Margaret Joy Tibbetts (August 26, 1919 – April 25, 2010) was an American diplomat. A career Foreign Service Officer, she was the United States Ambassador to Norway from 1964 to 1969 under President Lyndon Johnson. She attended Gould Academy, Wheaton College in Massachusetts and her Ph.D. from Bryn Mawr College. She was awarded an honorary degree from Bates College in 1962 and Bowdoin College in 1973.

== Early life and education ==
Tibbetts was born in Bethel, Maine on August 26, 1919. She was the third child of Dr. Raymond Tibbets, a physician, and Pearl Ashby Tibbets. In the 1930s, Pearl Tibbetts published a novel, Land Under Heaven, based on her family's history in Arooostook County, Maine. Tibbetts reportedly enjoyed spending time outdoors, and was a good student. She attended Gould Academy, a private boarding school in Bethel, where she was valedictorian of her class.

After graduating from high school in 1937, Tibbetts attended Wheaton College in Norton, Massachusetts, where she majored in history, and was involved in student government and basketball. To help pay for her tuition, she worked as a waitress and church usher. At Wheaton, she was a member of the honor society Phi Beta Kappa, and graduated summa cum laude in 1941.

Tibbets then enrolled in a PhD program at Bryn Mawr College, where she specialized in British political history. She graduated from Bryn Mawr in 1944, having earned both a master's degree and a doctorate.

==Career==

=== Office of Strategic Services ===
Upon earning her doctorate in 1944, Tibbetts initially planned to become a history professor, but was recruited to work in the Office of Strategic Services (OSS), an American intelligence agency, by an OSS historian who had heard about Tibbetts from faculty members at Bryn Mawr. The death of her older brother in World War II may have contributed to her desire to join the war effort. Tibbet worked in the research and development section of the OSS, specializing in English history and politics. During her time at the OSS, Tibbetts conducted research for Walt Rostow and Ralph Bunche.

After the end of the war, Tibbetts again considered becoming a professor. She was offered a teaching position at Smith College, but instead accepted a position at the State Department in the Office of British Commonwealth Affairs. In this position, she was primarily involved in briefing and debriefing employees at the U.S. consulates in Canda.

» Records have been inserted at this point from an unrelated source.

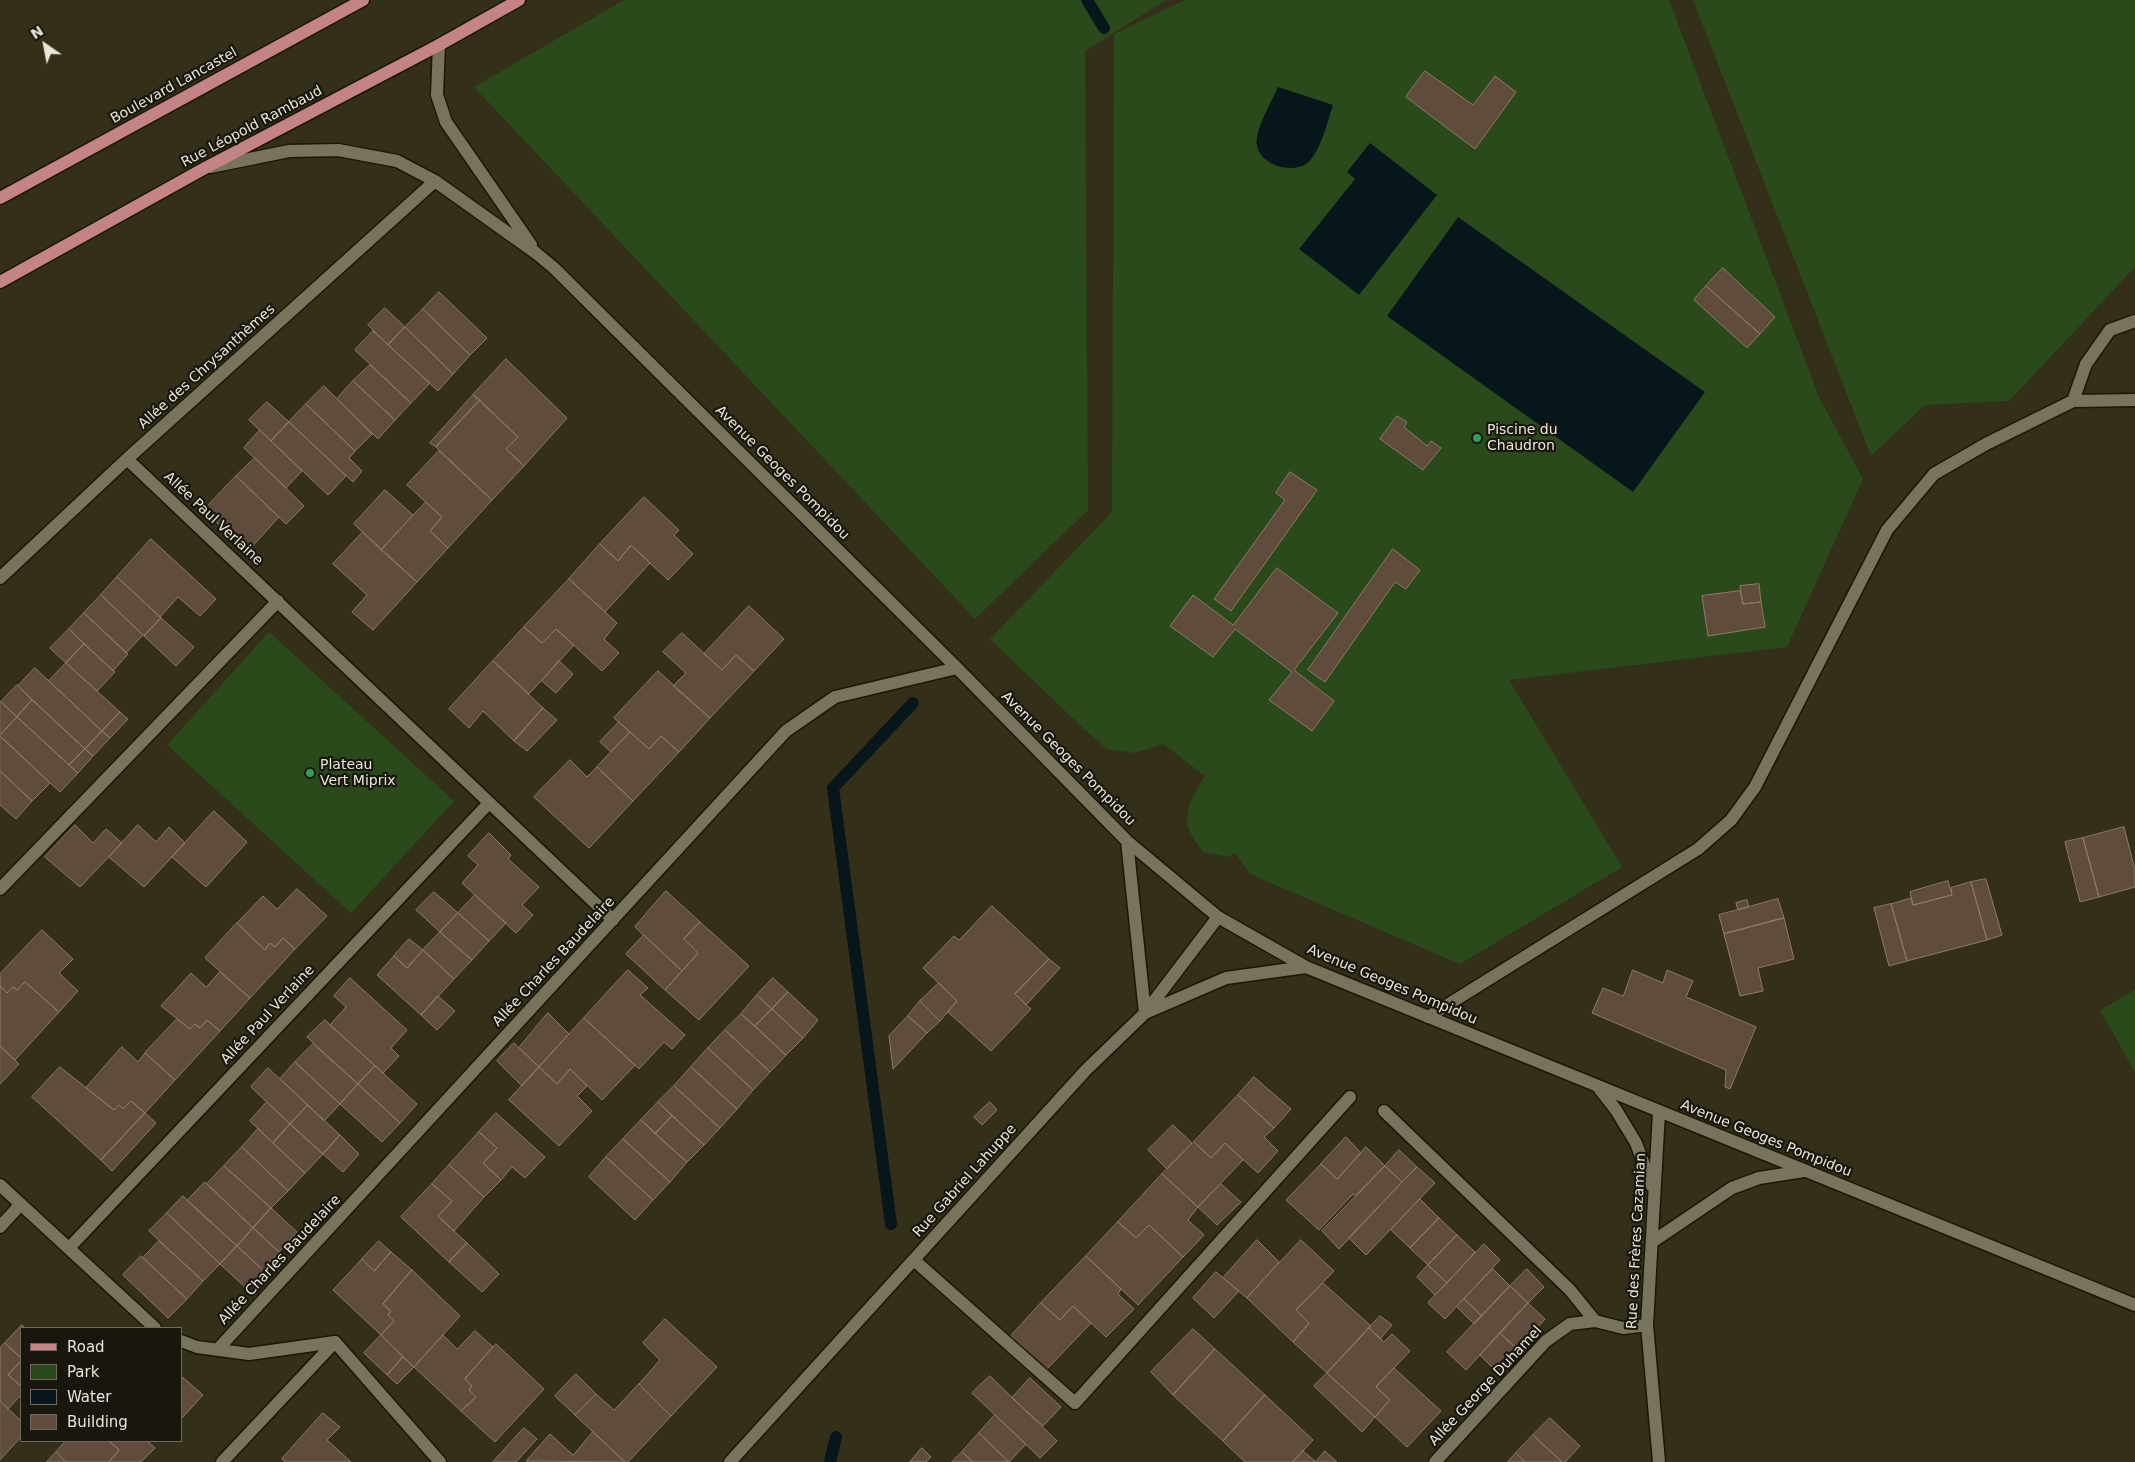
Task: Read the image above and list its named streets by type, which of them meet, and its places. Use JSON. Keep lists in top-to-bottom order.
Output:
{
  "streets": {
    "main road": ["Boulevard Lancastel", "Rue Léopold Rambaud"],
    "street": [
      "Allée des Chrysanthèmes",
      "Avenue Geoges Pompidou",
      "Allée Paul Verlaine",
      "Allée Charles Baudelaire",
      "Rue Gabriel Lahuppe",
      "Rue des Frères Cazamian",
      "Allée George Duhamel"
    ]
  },
  "crossings": [
    ["Rue Léopold Rambaud", "Avenue Geoges Pompidou"],
    ["Allée des Chrysanthèmes", "Avenue Geoges Pompidou"],
    ["Allée des Chrysanthèmes", "Allée Paul Verlaine"],
    ["Avenue Geoges Pompidou", "Allée Charles Baudelaire"],
    ["Avenue Geoges Pompidou", "Rue Gabriel Lahuppe"],
    ["Avenue Geoges Pompidou", "Rue des Frères Cazamian"],
    ["Allée Paul Verlaine", "Allée Charles Baudelaire"],
    ["Rue des Frères Cazamian", "Allée George Duhamel"]
  ],
  "places": ["Piscine du Chaudron", "Plateau Vert Miprix"],
  "legend": [
    "Road",
    "Park",
    "Water",
    "Building"
  ],
  "north": "top left"
}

=== Diplomacy in the United Kingdom ===
After the end of the war, Tibbetts again considered becoming a professor. She was offered a teaching position at Smith College, but instead accepted a position at the State Department in the Office of British Commonwealth Affairs. In this position, she was primarily involved in briefing and debriefing employees at the U.S. consulates in Canda. In 1948, she attended the United Nations General Assembly in Paris.

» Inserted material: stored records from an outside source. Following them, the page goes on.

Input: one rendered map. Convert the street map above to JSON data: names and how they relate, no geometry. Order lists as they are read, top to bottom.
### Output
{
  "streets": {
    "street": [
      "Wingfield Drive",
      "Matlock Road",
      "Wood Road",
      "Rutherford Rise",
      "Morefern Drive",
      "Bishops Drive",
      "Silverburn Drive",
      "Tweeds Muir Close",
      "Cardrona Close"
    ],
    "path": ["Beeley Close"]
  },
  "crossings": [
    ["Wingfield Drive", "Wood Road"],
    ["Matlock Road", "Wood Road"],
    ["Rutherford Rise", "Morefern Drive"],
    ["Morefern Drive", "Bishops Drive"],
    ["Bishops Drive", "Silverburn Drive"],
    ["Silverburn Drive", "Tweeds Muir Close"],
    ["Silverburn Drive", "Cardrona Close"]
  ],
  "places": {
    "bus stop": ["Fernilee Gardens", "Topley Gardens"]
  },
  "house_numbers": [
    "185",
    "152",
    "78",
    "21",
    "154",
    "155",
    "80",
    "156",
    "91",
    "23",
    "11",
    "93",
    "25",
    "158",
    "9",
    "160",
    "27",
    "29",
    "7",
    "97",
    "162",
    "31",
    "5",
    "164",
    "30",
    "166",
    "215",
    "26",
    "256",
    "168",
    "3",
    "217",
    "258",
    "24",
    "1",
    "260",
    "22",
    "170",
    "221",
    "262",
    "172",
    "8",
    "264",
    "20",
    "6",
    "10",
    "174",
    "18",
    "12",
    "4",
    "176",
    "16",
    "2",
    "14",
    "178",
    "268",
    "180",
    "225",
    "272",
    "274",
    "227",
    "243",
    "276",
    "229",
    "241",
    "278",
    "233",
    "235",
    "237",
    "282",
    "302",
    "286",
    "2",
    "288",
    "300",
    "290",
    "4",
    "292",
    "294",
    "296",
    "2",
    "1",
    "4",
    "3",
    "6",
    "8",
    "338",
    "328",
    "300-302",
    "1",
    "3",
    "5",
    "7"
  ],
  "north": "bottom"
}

Tibbetts was sworn into the Foreign Service in 1949, and her first assignment was in the Political Affairs section of the Embassy of the United States, London. One of her major tasks over the next few years was to monitor British policy towards Africa, especially the debate over whether or not to create a Central African Federation. The Federation was formed in 1953, and it consisted of Southern Rhodesia (Zimbabwe), Northern Rhodesia (Zambia), and Nyasaland (Malawi). Tibbetts encouraged the U.S. government to support the British decision, and thus helped facilitate American involvement in the Federation. While serving at the embassy in London, Tibbetts attended a conference in Mozambique, visiting several parts of Africa on her journey. In 1955, the State Department posted her to the consulate in Leopoldville (Kinshasa), in what was then the Belgian Congo (Democratic Republic of Congo). She served for two years, focusing on economic issues. In one noteworthy message, she warned her colleagues in Washington about the potential for Congolese union leaders such as Patrice Lumumba to play a key role in future nationalist movements. In 1957, Tibbetts returned to the State Department and joined the European Bureau.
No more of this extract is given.